* TASK GOAL
Find every line in the records below that contains the word "symbols", and copy each such line.

* SUPPLIED MATERIAL
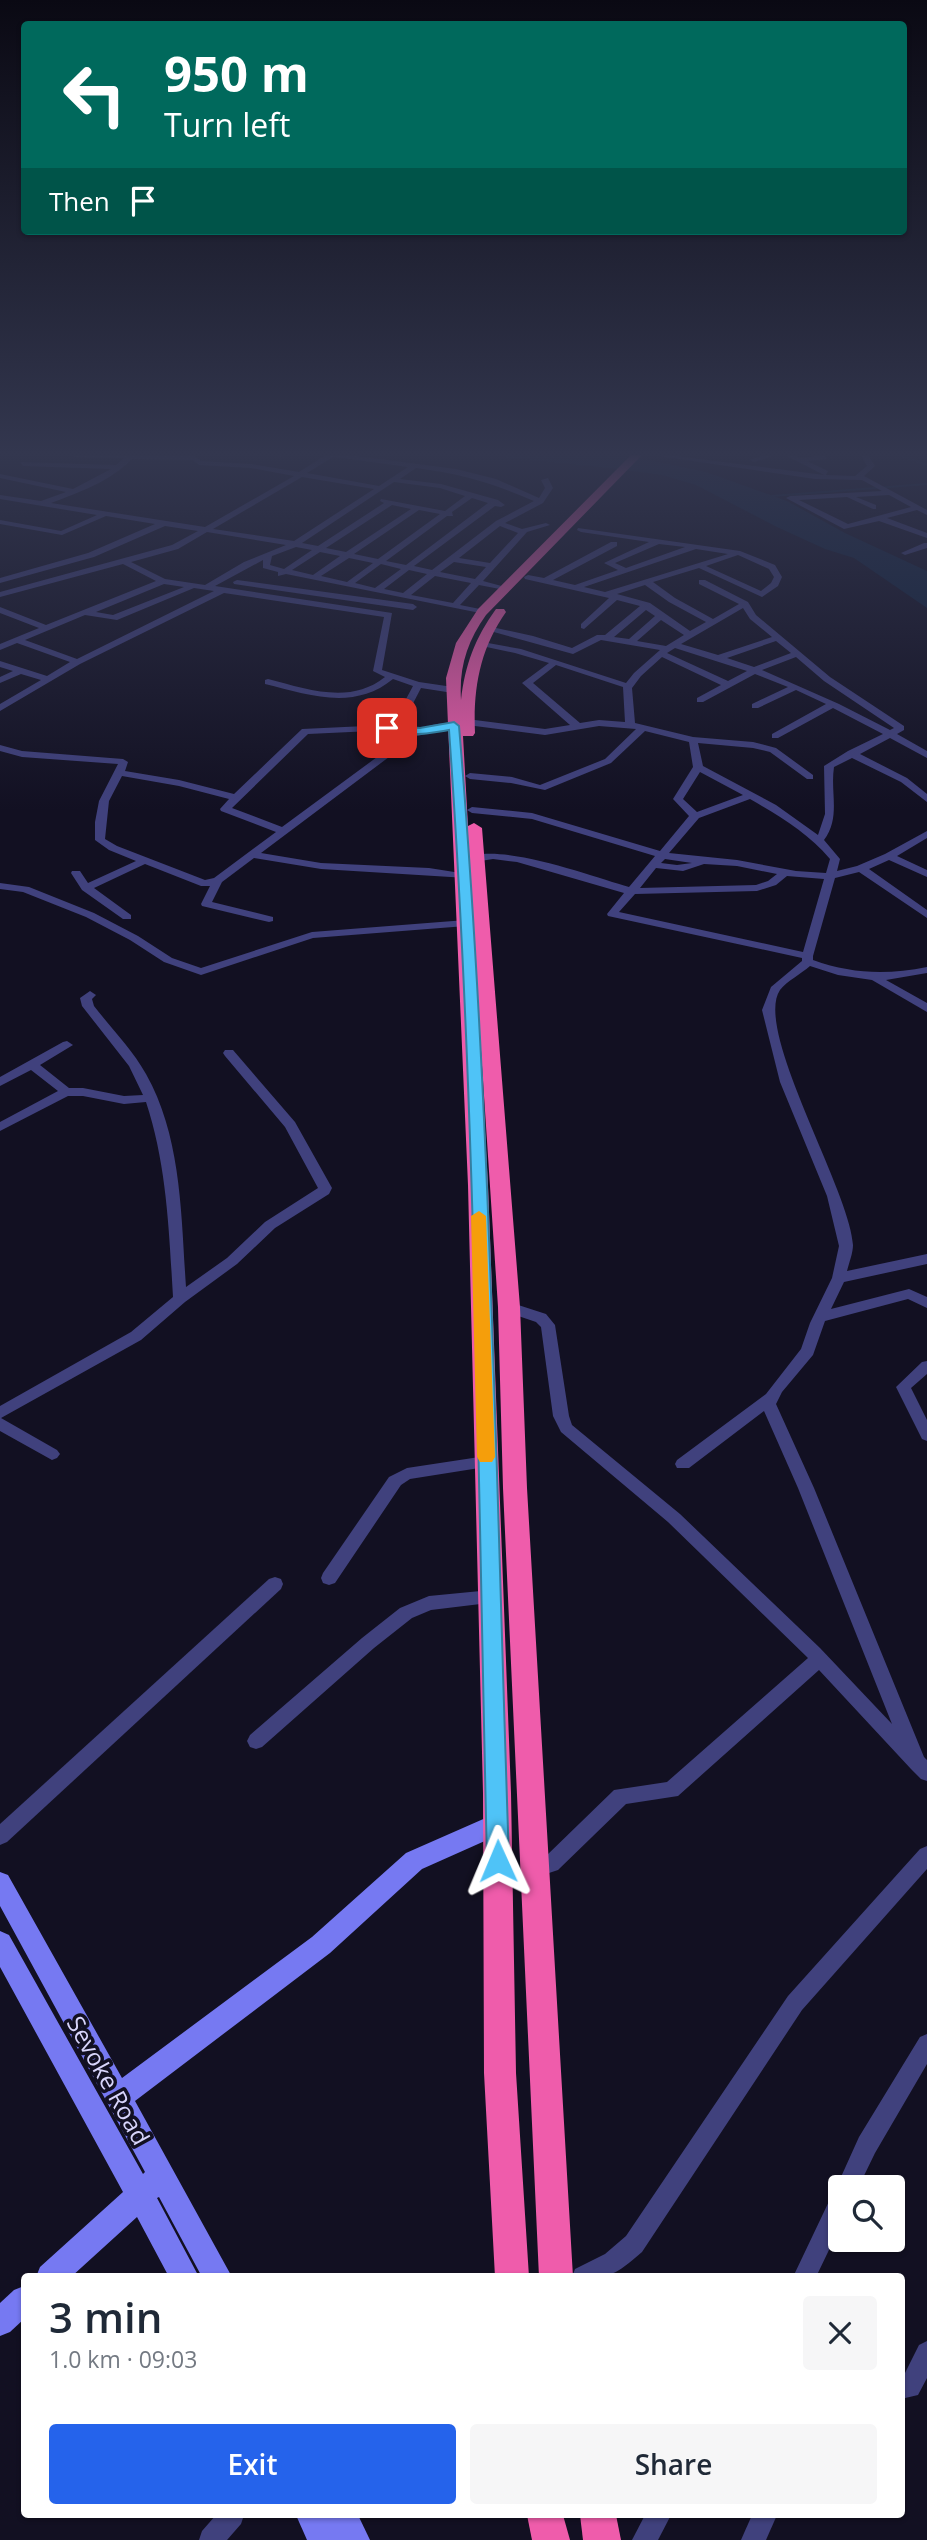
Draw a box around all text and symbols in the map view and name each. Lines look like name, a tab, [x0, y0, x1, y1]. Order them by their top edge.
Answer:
text: 950 m	[164, 40, 309, 106]
icon: left	[49, 49, 140, 140]
text: Turn left	[164, 103, 290, 146]
icon: arrive	[124, 182, 162, 220]
text: Then	[49, 183, 110, 219]
pin	[357, 698, 417, 758]
icon: arrive	[368, 709, 406, 747]
position arrow	[461, 1824, 535, 1898]
street label: Sevoke Road	[60, 2010, 158, 2150]
map controls	[828, 2175, 905, 2252]
button: search	[828, 2175, 905, 2252]
text: 3 min	[49, 2288, 162, 2345]
button: close	[803, 2296, 877, 2370]
text: 1.0 km · 09:03	[49, 2343, 197, 2375]
button: Exit	[49, 2424, 456, 2504]
button: Share	[470, 2424, 877, 2504]

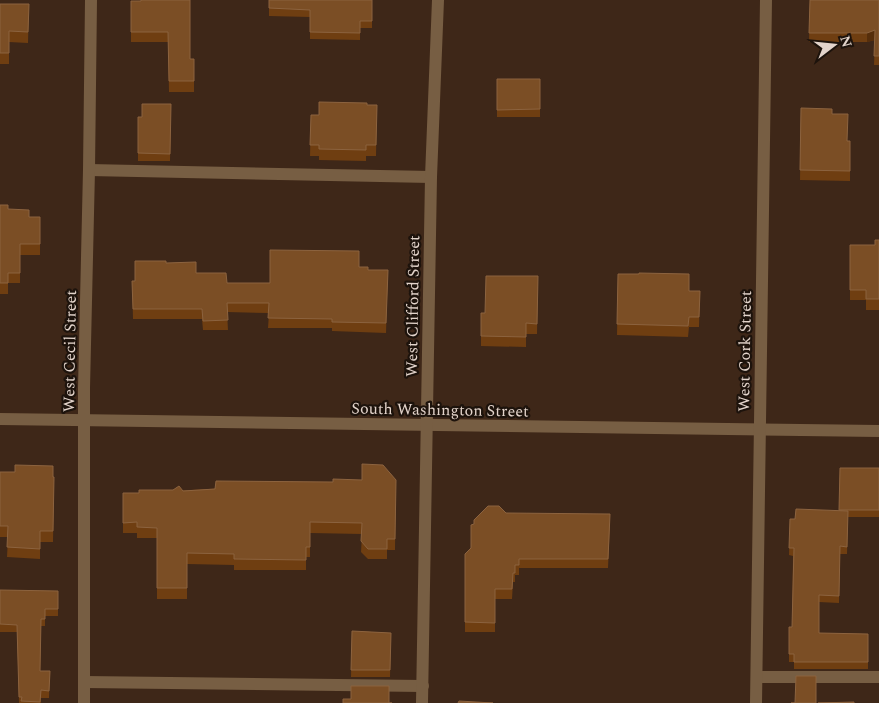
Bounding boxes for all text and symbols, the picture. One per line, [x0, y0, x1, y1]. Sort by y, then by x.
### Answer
north arrow [809, 20, 859, 70]
text: N [834, 33, 858, 50]
street label: West Clifford Street [400, 235, 426, 377]
street label: West Cecil Street [57, 289, 83, 412]
street label: West Cork Street [732, 290, 758, 412]
street label: South Washington Street [351, 396, 529, 424]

* RESPONSE BELOW
Draw a box around all text and symbols in the map view and name each. Lines look like name, a tab, [x0, y0, x1, y1]. Order them by their top edge.
Bounding boxes for all text and symbols, the picture. One per line, [x0, y0, x1, y1]. Sort by y, then by x.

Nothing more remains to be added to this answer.